Tembeka Ngcukaitobi, outro advogado da África do Sul, abordou a questão da “intenção genocida” de Israel contra os palestinianos em Gaza, normalmente a coisa mais difícil de provar num caso deste tipo.

“Os líderes políticos, comandantes militares e pessoas que ocupam cargos oficiais de Israel declararam sistematicamente e em termos explícitos a sua intenção genocida”, disse ele.

“Estas declarações são então repetidas por soldados no terreno em Gaza enquanto se envolvem na destruição dos palestinianos e da infra-estrutura física de Gaza.”

Ngcukaitobi chamou a atenção do tribunal para os comentários do primeiro-ministro israelense, Benjamin Netanyahu, em 28 de outubro de 2023, instando as tropas terrestres que se preparam para entrar em Gaza a “lembre-se do que Amaleque fez com você“.

“Isso se refere à ordem bíblica de Deus a Saulo para a destruição retaliatória de um grupo inteiro de pessoas”, disse o advogado.

“A evidência da intenção genocida não é apenas assustadora, é também esmagadora e incontestável”, acrescentou.

Israel rejeitou as acusações de genocídio como infundadas, com o presidente Isaac Herzog qualificando o caso de “absurdo” e dizendo que constitui uma “difamação de sangue”.

Na quinta-feira, o porta-voz do Ministério dos Negócios Estrangeiros de Israel, Lior Haiat, qualificou o caso de “hipocrisia” e acusou a África do Sul de ser o “braço legal” do Hamas.

‘Parem o genocídio’

A residente de Gaza, Aya Daloul, disse esperar uma decisão favorável e que a CIJ ajude a “deter o genocídio israelense contra os palestinos”.

“A guerra deve chegar ao fim.
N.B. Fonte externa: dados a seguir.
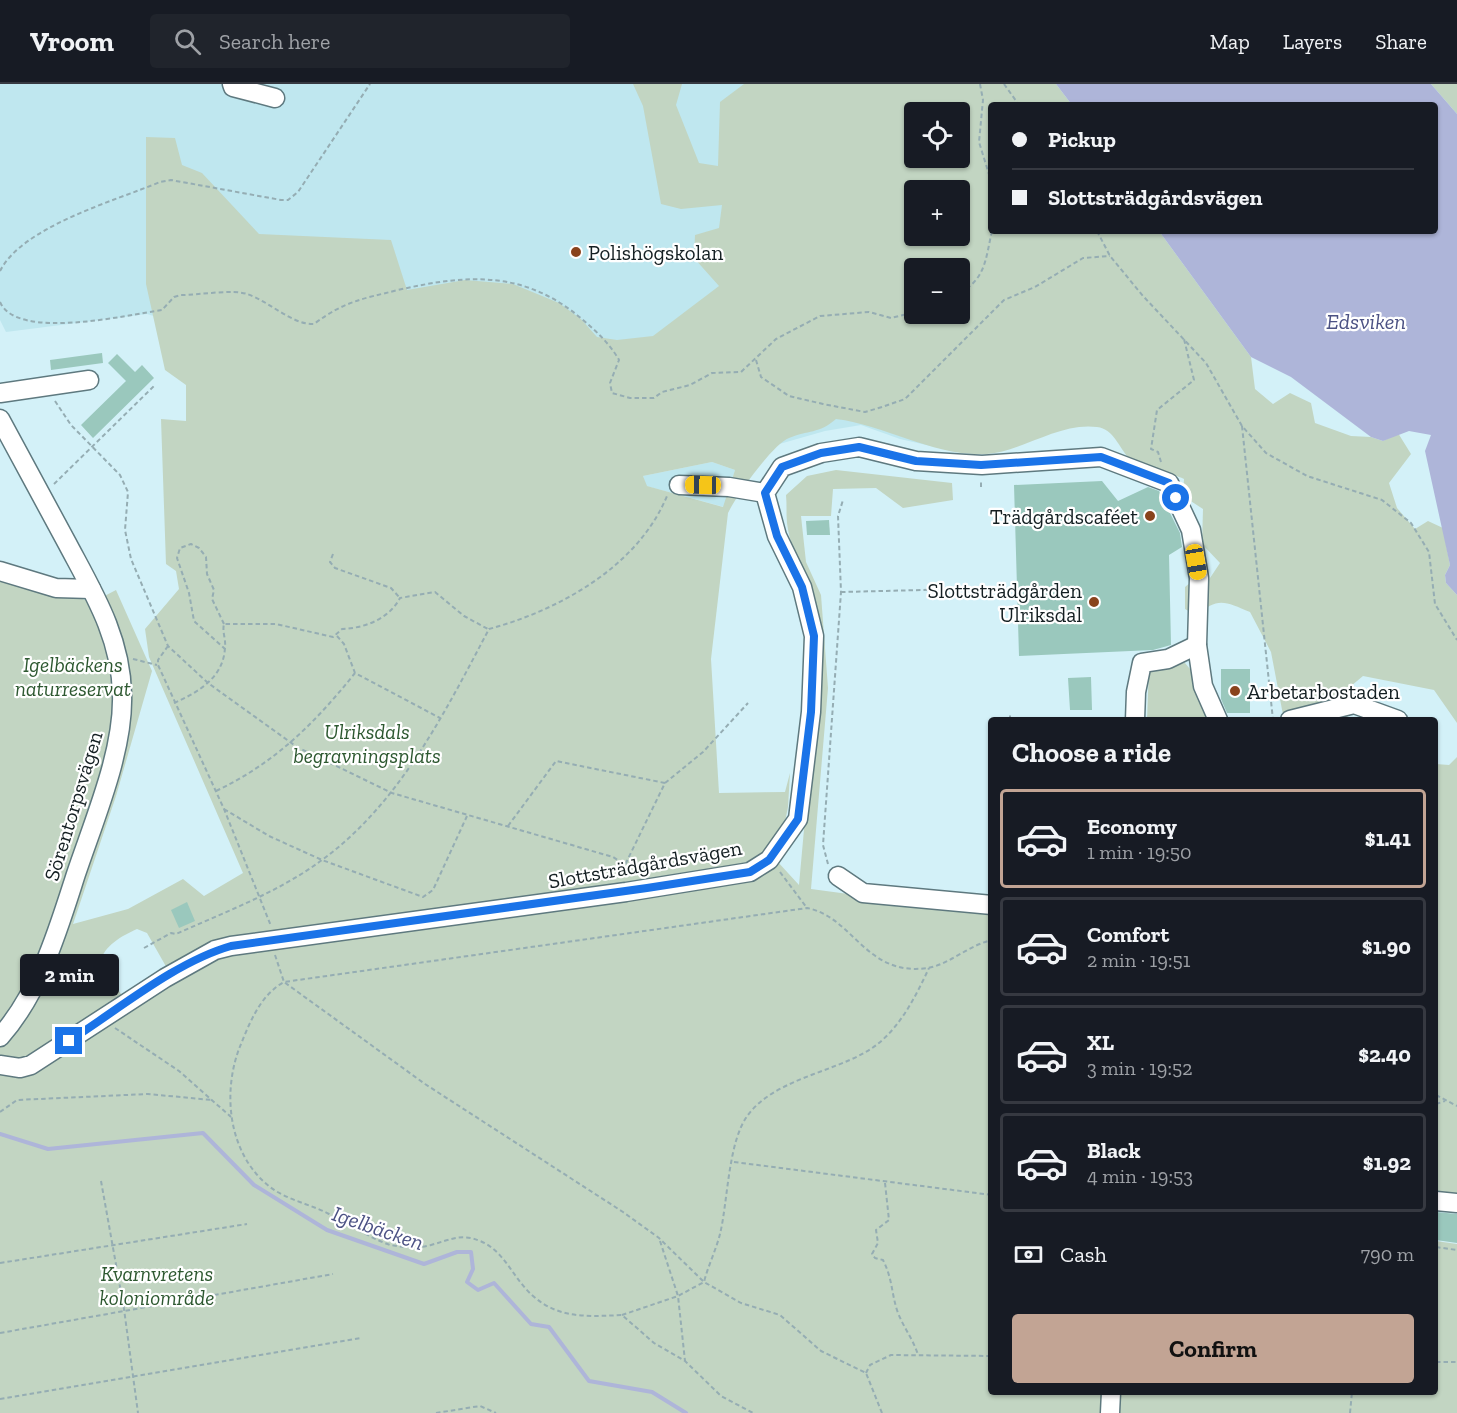 <!DOCTYPE html>
<meta charset="utf-8">
<style>
:root{--surface:#171b24;--page:#20242c;--text:#f1f3f6;--muted:#9ea1a6;--line:#363941;--accent:#c2a494}
body{margin:0;font-family:"Zilla Slab",serif;background:var(--page);color:var(--text);height:100vh;display:flex;flex-direction:column;font-size:22px;white-space:nowrap}
*{box-sizing:border-box;margin:0}
p{font-size:20px;color:var(--muted)}
.icon{flex:none;width:33px;height:33px;fill:none;stroke:currentColor;stroke-width:2;stroke-linecap:round;stroke-linejoin:round}
.map{position:relative;flex:1;overflow:hidden}
.details{position:absolute;left:988px;top:633px;width:450px;height:678px;display:flex;flex-direction:column;background:var(--surface);border-radius:6px;box-shadow:0 2px 4px #0004}
.details>*{flex:none}
.banner{position:absolute;left:988px;top:18px;width:450px;height:132px;border-radius:6px;box-shadow:0 2px 4px #0004;display:grid;align-content:center;height:132px;padding:0 24px;background:var(--surface)}
.tools{position:absolute;left:904px;top:18px;display:grid;gap:12px}
.tools a{display:grid;place-items:center;width:66px;height:66px;border-radius:6px;background:var(--surface);box-shadow:0 2px 4px #0004;font-size:30px}
.end{position:absolute;width:27px;height:27px;margin:-14px;border:8px solid #1a73e8;background:#fff;box-shadow:0 0 0 3px #fff}
.from{border-radius:50%}
.bubble{position:absolute;height:42px;border-radius:6px;background:var(--surface);box-shadow:0 2px 4px #0004;font-size:20px;font-weight:700;line-height:42px;text-align:center}
.car{position:absolute;width:18px;height:36px;margin:-18px -9px;border-radius:8px;box-shadow:0 0 4px 2px #0007;background:linear-gradient(#f5c518 24%,#345 0 40%,#f5c518 0 76%,#345 0 86%,#f5c518 0)}
.banner b{display:flex;align-items:center;gap:21px;height:57px;font-size:22px}
.banner b+b{border-top:2px solid var(--line)}
.banner i{width:15px;height:15px;background:var(--text)}
ul{padding:0;list-style:none}
li{display:flex;align-items:center;gap:18px;height:99px;margin:0 12px 9px;padding:0 12px;border:3px solid var(--line);border-radius:6px}
li div{flex:1}
li b{display:block;font-size:22px}
li em{font-style:normal;font-weight:700}
li.current{border-color:var(--accent)}
li>.icon{width:54px;height:54px;stroke-width:1.5}
h2{padding:0 24px;font-size:27px;line-height:72px}
.pay{display:flex;align-items:center;gap:15px;height:66px;padding:0 24px;font-size:22px}
.pay p{margin-inline-start:auto}
.button{display:flex;gap:12px;margin-top:auto;padding:12px 24px}
.button a{flex:1;height:69px;border-radius:6px;background:var(--accent);color:#111;font-size:24px;font-weight:700;line-height:69px;text-align:center}
header{display:flex;align-items:center;gap:36px;box-sizing:border-box;height:84px;padding:0 30px;background:var(--surface);border-bottom:2px solid var(--line)}
header strong{font-size:28px}
nav{display:flex;gap:33px;margin-inline-start:auto;font-size:21px}
.search{width:420px;height:54px;background:var(--page);display:flex;align-items:center;gap:15px;box-sizing:border-box;padding:0 21px;border-radius:6px;color:var(--muted);font-size:22px}
.map>svg:first-child{display:block}
</style>
<header>
<strong>Vroom</strong>
<div class="search"><svg class="icon" aria-label="search" viewBox="0 0 24 24"><circle cx="10" cy="10" r="6"/><path d="M15 15l6 6"/></svg>Search here</div>
<nav><a>Map</a><a>Layers</a><a>Share</a></nav>
</header>
<div class="map">
<svg width="1457" height="1329" viewBox="0 0 1457 1329">
<rect width="100%" height="100%" fill="#d3f1f8"/>
<g fill="#bfe7ef" fill-rule="evenodd">
<path d="M0 0H1044L992 21V147L1168 190 957 368 900 355 861 341 825 347 769 363 376 299 147 230 6 248 0 236ZM915 28H960V74H915ZM915 106H960V152H915ZM915 184H960V230H915Z"/>
<path d="M712 378 735 386 724 423 646 402 643 392Z"/>
</g>
<g fill="#c2d5c2" fill-rule="evenodd">
<path d="M633 0H682L676 21 699 79 718 82 720 18 744 0H1056L1072 21H992V147H1159L1251 273 1255 305 1273 320 1290 309 1311 319 1315 339 1351 352 1371 353 1383 357 1398 349 1411 370 1389 399 1397 424 1415 445 1428 437 1443 444 1450 481 1445 491 1446 499 1457 511V639L1434 606 1363 592 1339 612 1349 636H1284L1271 568 1250 528C1226 518 1217 512 1197 532L1185 525V503L1191 498 1206 500 1220 479 1202 460 1203 425 1183 412 1184 395C1172 389 1137 382 1129 374 1119 364 1114 345 1097 343 1059 338 1021 368 987 370 934 373 886 341 836 335 819 350 808 346 789 354 773 360 736 412 728 429L711 575 719 709 785 708 790 689 788 723 777 777 799 801 822 546C813 510 792 476 787 439 786 430 787 420 786 411L807 392 836 386 952 399 953 416 903 424 876 404 833 405 831 432H801L806 478 821 511 828 604 811 805 938 822 991 816 992 1308H1436V1157L1457 1160V1329H0V492L93 518 116 506 152 587 116 712 73 840 128 825 183 795 204 812 243 789 149 573 145 545 179 505 176 487 166 480 161 335 186 337V301L165 286 146 200V53L175 54 182 81 202 89 259 150 391 156 407 206 465 196 513 200 559 219 581 235 597 253 617 256 653 252 719 202 694 174 695 151 719 144 722 121 681 125 661 120 643 22ZM915 28H960V74H915ZM915 106H960V152H915ZM915 184H960V230H915ZM712 378 735 386 723 423 647 402 643 392ZM137 845 147 849 168 886 125 916 100 879C104 861 122 852 137 845Z"/>
<path d="M1431 0H1457V30Z"/>
<path d="M1185 579 1195 591 1209 636H1147L1149 582Z"/>
<path d="M1457 673V1115L1436 1113V680L1449 681Z"/>
</g>
<path fill="#aeb5d9" d="M1056 0H1431L1457 30V511L1446 499 1445 491 1450 481 1425 367 1431 351 1409 347 1383 357 1371 353 1291 293 1251 273 1159 147H1436V21H1072Z"/>
<g fill="none" stroke-linecap="round" stroke-linejoin="round">
<path stroke="#aeb5d9" stroke-width="4" d="M0 1050 48 1065 203 1049 254 1101 327 1146 424 1180 457 1168H471L473 1185 467 1198 478 1206 494 1199 531 1240 549 1243 589 1297 652 1308 686 1329"/>
</g>
<g fill="#9ac8bd">
<path d="M102 269 103 279 51 286 50 276Z"/>
<path d="M117 270 135 288 142 281 154 294 93 354 81 341 126 297 108 279Z"/>
<path d="M1102 397 1118 417 1148 403 1159 407 1180 449 1182 463 1169 471 1171 561 1153 566 1019 572 1014 401Z"/>
<path d="M829 436 830 451H807L806 437Z"/>
<path d="M1221 585H1250V629H1227L1221 615Z"/>
<path d="M1091 593 1092 626H1070L1068 594Z"/>
<path d="M187 818 195 837 179 844 171 826Z"/>
<path d="M1436 1128 1457 1130V1159L1436 1156Z"/>
</g>
<g fill="none" stroke-linecap="round" stroke-linejoin="round">
<g stroke="#5e797f" stroke-width="21">
<g id="minor">
<path d="M232 0 233 3 275 14"/>
<path d="M0 309 89 296"/>
<path d="M0 335C22 376 45 418 67 459 93 508 121 553 122 610 124 667 94 736 76 790 58 846 40 908 0 953"/>
<path d="M679 401 729 403 765 409"/>
<path d="M0 487 56 504 91 505"/>
<path d="M1135 636 1136 608 1142 579 1168 575 1197 561"/>
<path d="M1290 636 1354 620 1398 636"/>
<path d="M838 792 863 809 992 821"/>
<path d="M0 981 20 984 31 981 165 894 215 866 231 862 626 808 750 788 769 776 798 735 811 628 814 552 802 503 777 452 765 409 782 383 821 369 859 363 916 377 982 381 1101 373 1169 399 1191 446 1199 494 1197 561 1203 602 1218 636"/>
<path d="M1436 1117 1457 1119"/>
<path d="M1110 1329 1111 1308"/>
</g>
</g>
<g stroke="#95adb3" stroke-width="2" stroke-dasharray="4.5 3" stroke-linecap="butt">
<path d="M980 0 983 16 979 58 992 100"/>
<path d="M1004 0 1019 21"/>
<path d="M1097 147 1110 172 1143 212 1206 279 1242 342 1266 369 1307 392 1382 416 1411 439 1429 468 1435 520 1457 556"/>
<path d="M0 187C23 142 115 117 160 98L171 96 281 116H288L298 108 370 0"/>
<path d="M960 208C986 196 986 172 992 147"/>
<path d="M0 218C17 257 127 231 162 226L174 213 181 211C199 211 232 205 247 210 269 217 292 241 314 240 345 217 362 215 398 206 468 190 525 186 583 236 597 248 610 260 619 276L610 299 612 309 630 314H654L662 308 690 301 712 289 741 288 776 255 820 232 869 228 891 234 915 228"/>
<path d="M756 276 761 293 789 312 823 320 865 328 882 323 905 315 1004 216 1035 203 1083 174 1110 172"/>
<path d="M55 317 71 341 120 391 128 408 125 446 131 475 168 562 208 599 297 663 392 709 613 773 619 777 624 793"/>
<path d="M1242 342 1273 636"/>
<path d="M1161 378 1158 368 1151 365 1157 326 1194 296 1184 255"/>
<path d="M54 400 155 301"/>
<path d="M981 403V396"/>
<path d="M333 470 330 478 335 484 391 504 400 514"/>
<path d="M841 508 963 505"/>
<path d="M224 540 212 515 214 506 207 490 206 473 199 464 191 460 180 464 177 474 189 509 194 537 225 565"/>
<path d="M337 552 344 560 355 589 440 634"/>
<path d="M168 562 158 576V581L224 725 271 842"/>
<path d="M133 575 157 581"/>
<path d="M174 619C199 608 224 593 225 563 226 555 222 548 224 540H276L333 553 342 545C365 544 389 535 400 514L435 508 464 532 488 545"/>
<path d="M1010 636V629"/>
<path d="M665 699 703 668 748 619"/>
<path d="M216 707C275 679 315 639 355 589"/>
<path d="M224 725 269 752 322 776 423 813 433 806 467 732"/>
<path d="M508 742 556 677 665 699 623 785"/>
<path d="M828 780 823 761 841 508 838 432 843 416"/>
<path d="M780 788 807 824"/>
<path d="M144 864 171 849 176 850C225 828 279 808 322 776 400 719 445 628 489 545 560 526 638 482 667 412"/>
<path d="M275 871 284 898 807 824C854 833 865 893 928 884 950 880 969 861 992 856"/>
<path d="M115 944 179 987 231 1033"/>
<path d="M1436 1011 1457 1022"/>
<path d="M1436 1020 1445 1017"/>
<path d="M0 1028 17 1016 148 1010 212 1016"/>
<path d="M734 1078 992 1111"/>
<path d="M101 1097 124 1225 138 1329"/>
<path d="M885 1099 889 1136 876 1146 878 1159 872 1170 875 1174 883 1176C893 1196 891 1209 898 1229 904 1244 914 1257 918 1271"/>
<path d="M660 1157 678 1212 685 1277"/>
<path d="M1436 1163 1457 1166"/>
<path d="M0 1179 247 1140"/>
<path d="M622 1231 678 1212 704 1198 659 1154 623 1128 425 1000 284 898C260 911 249 940 239 965 222 1011 229 1071 270 1103 287 1116 310 1120 329 1130 349 1140 368 1153 390 1161 403 1163 417 1165 431 1161 449 1156 461 1149 480 1157 500 1165 509 1184 521 1199 549 1235 581 1233 622 1231L654 1259 685 1277 721 1312 753 1329"/>
<path d="M0 1249 333 1190"/>
<path d="M1436 1278H1457"/>
<path d="M866 1289 870 1281 891 1271 992 1272"/>
<path d="M0 1315 361 1254"/>
<path d="M436 1329 480 1322 496 1329"/>
<path d="M882 1329 866 1289 821 1267 780 1231 741 1219 704 1198C708 1182 716 1166 720 1150 728 1117 728 1057 748 1031 773 997 828 989 864 969 896 952 914 916 929 884"/>
<path d="M1350 1329 1352 1308"/>
</g>
<use href="#minor" stroke="#fff" stroke-width="18"/>
</g>
<g fill="none" stroke-linecap="round" stroke-linejoin="round">
<path stroke="#1a73e8" stroke-width="8" d="M69 957C118 926 175 878 231 862L647 804 750 788 769 776 798 735 811 628 814 552 802 503 777 452 765 409 782 383 821 369 859 363 916 377 981 381 1101 373 1169 399 1176 414"/>
</g>
<g fill="#89431c" stroke="#fff" stroke-width="2">
<circle cx="576" cy="168" r="6"/>
<circle cx="1150" cy="432" r="6"/>
<circle cx="1094" cy="518" r="6"/>
<circle cx="1235" cy="607" r="6"/>
</g>
<g text-anchor="middle" dominant-baseline="central" stroke-width="4.5" stroke-linejoin="round" paint-order="stroke">
<g font-size="21" fill="#141f22" stroke="#fff" text-anchor="start">
<text x="588" y="168">Polishögskolan</text>
<text x="1138" y="432" text-anchor="end">Trädgårdscaféet</text>
<text x="1082" y="506" text-anchor="end">Slottsträdgården<tspan x="1082" dy="24">Ulriksdal</tspan></text>
<text x="1247" y="607">Arbetarbostaden</text>
</g>
<g font-size="21" font-style="italic" fill="#2d5830" stroke="#fff">
<text x="73" y="580">Igelbäckens<tspan x="73" dy="24">naturreservat</tspan></text>
<text x="367" y="647">Ulriksdals<tspan x="367" dy="24">begravningsplats</tspan></text>
<text x="157" y="1189">Kvarnvretens<tspan x="157" dy="24">koloniområde</tspan></text>
</g>
<g font-size="21" fill="#141f22" stroke="#fff">
<text transform="translate(73 722) rotate(-73)">Sörentorpsvägen</text>
<text transform="translate(645 780) rotate(-10)">Slottsträdgårdsvägen</text>
</g>
<g font-size="22" font-style="italic" fill="#4c5284" stroke="#fff">
<text x="1366" y="237">Edsviken</text>
<text transform="translate(378 1144) rotate(19)">Igelbäcken</text>
</g>
</g>
</svg>
<div class="tools">
<a><svg class="icon" aria-label="locate" viewBox="0 0 24 24"><circle cx="12" cy="12" r="6"/><path d="M12 2v4M12 18v4M2 12h4M18 12h4"/></svg></a>
<a>+</a>
<a>−</a>
</div>
<i class="end from" style="left:1176px;top:414px"></i>
<i class="end" style="left:69px;top:957px"></i>
<div class="bubble" style="left:20px;top:870px;width:99px">2 min</div>
<i class="car" style="left:703px;top:401px;rotate:271deg"></i>
<i class="car" style="left:1196px;top:478px;rotate:170deg"></i>
<div class="banner">
<b><i class="from"></i>Pickup</b>
<b><i></i>Slottsträdgårdsvägen</b>
</div>
<section class="details">
<h2>Choose a ride</h2>
<ul>
<li class="current"><svg class="icon" aria-label="car" viewBox="0 0 24 24"><path d="M5 17H2v-5l4-1 3-4h7l3 4 3 1v5h-3M9 17h6M6 11h13"/><circle cx="7" cy="17" r="2"/><circle cx="17" cy="17" r="2"/></svg><div><b>Economy</b><p>1 min · 19:50</p></div><em>$1.41</em></li>
<li><svg class="icon" aria-label="car" viewBox="0 0 24 24"><path d="M5 17H2v-5l4-1 3-4h7l3 4 3 1v5h-3M9 17h6M6 11h13"/><circle cx="7" cy="17" r="2"/><circle cx="17" cy="17" r="2"/></svg><div><b>Comfort</b><p>2 min · 19:51</p></div><em>$1.90</em></li>
<li><svg class="icon" aria-label="car" viewBox="0 0 24 24"><path d="M5 17H2v-5l4-1 3-4h7l3 4 3 1v5h-3M9 17h6M6 11h13"/><circle cx="7" cy="17" r="2"/><circle cx="17" cy="17" r="2"/></svg><div><b>XL</b><p>3 min · 19:52</p></div><em>$2.40</em></li>
<li><svg class="icon" aria-label="car" viewBox="0 0 24 24"><path d="M5 17H2v-5l4-1 3-4h7l3 4 3 1v5h-3M9 17h6M6 11h13"/><circle cx="7" cy="17" r="2"/><circle cx="17" cy="17" r="2"/></svg><div><b>Black</b><p>4 min · 19:53</p></div><em>$1.92</em></li>
</ul>
<div class="pay"><svg class="icon" aria-label="cash" viewBox="0 0 24 24"><path d="M3 7h18v10H3z"/><circle cx="12" cy="12" r="2"/></svg>Cash<p>790 m</p></div>
<div class="button"><a>Confirm</a></div>
</section>
</div>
Precisamos voltar para casa e viver em liberdade e paz”, disse ela à Al Jazeera.

Fora da CIJ, um grande número de manifestantes coletado para expressar solidariedade com os palestinianos e apelar ao fim da guerra de Israel, com pessoas segurando bandeiras palestinianas e gritando ocasionalmente: “Parem, parem o genocídio”, “Somos todos palestinianos” e “Boicote Israel”.

“Estou aqui porque simplesmente não podemos ajudar este genocídio todos os dias nas redes sociais e não fazer nada”, disse Kim Wouters, um manifestante que viajou de Bruxelas.

Entretanto, os sul-africanos sentem “muito orgulho” pelas medidas legais tomadas pelo seu país, disse Fahmida Miller da Al Jazeera, reportando de Pretória.

“O que está a acontecer em Gaza ressoa profundamente em muitos sul-africanos devido à sua própria história de apartheid, subjugação, opressão, racismo institucionalizado e aos desafios que os sul-africanos tiveram de superar”, disse ela.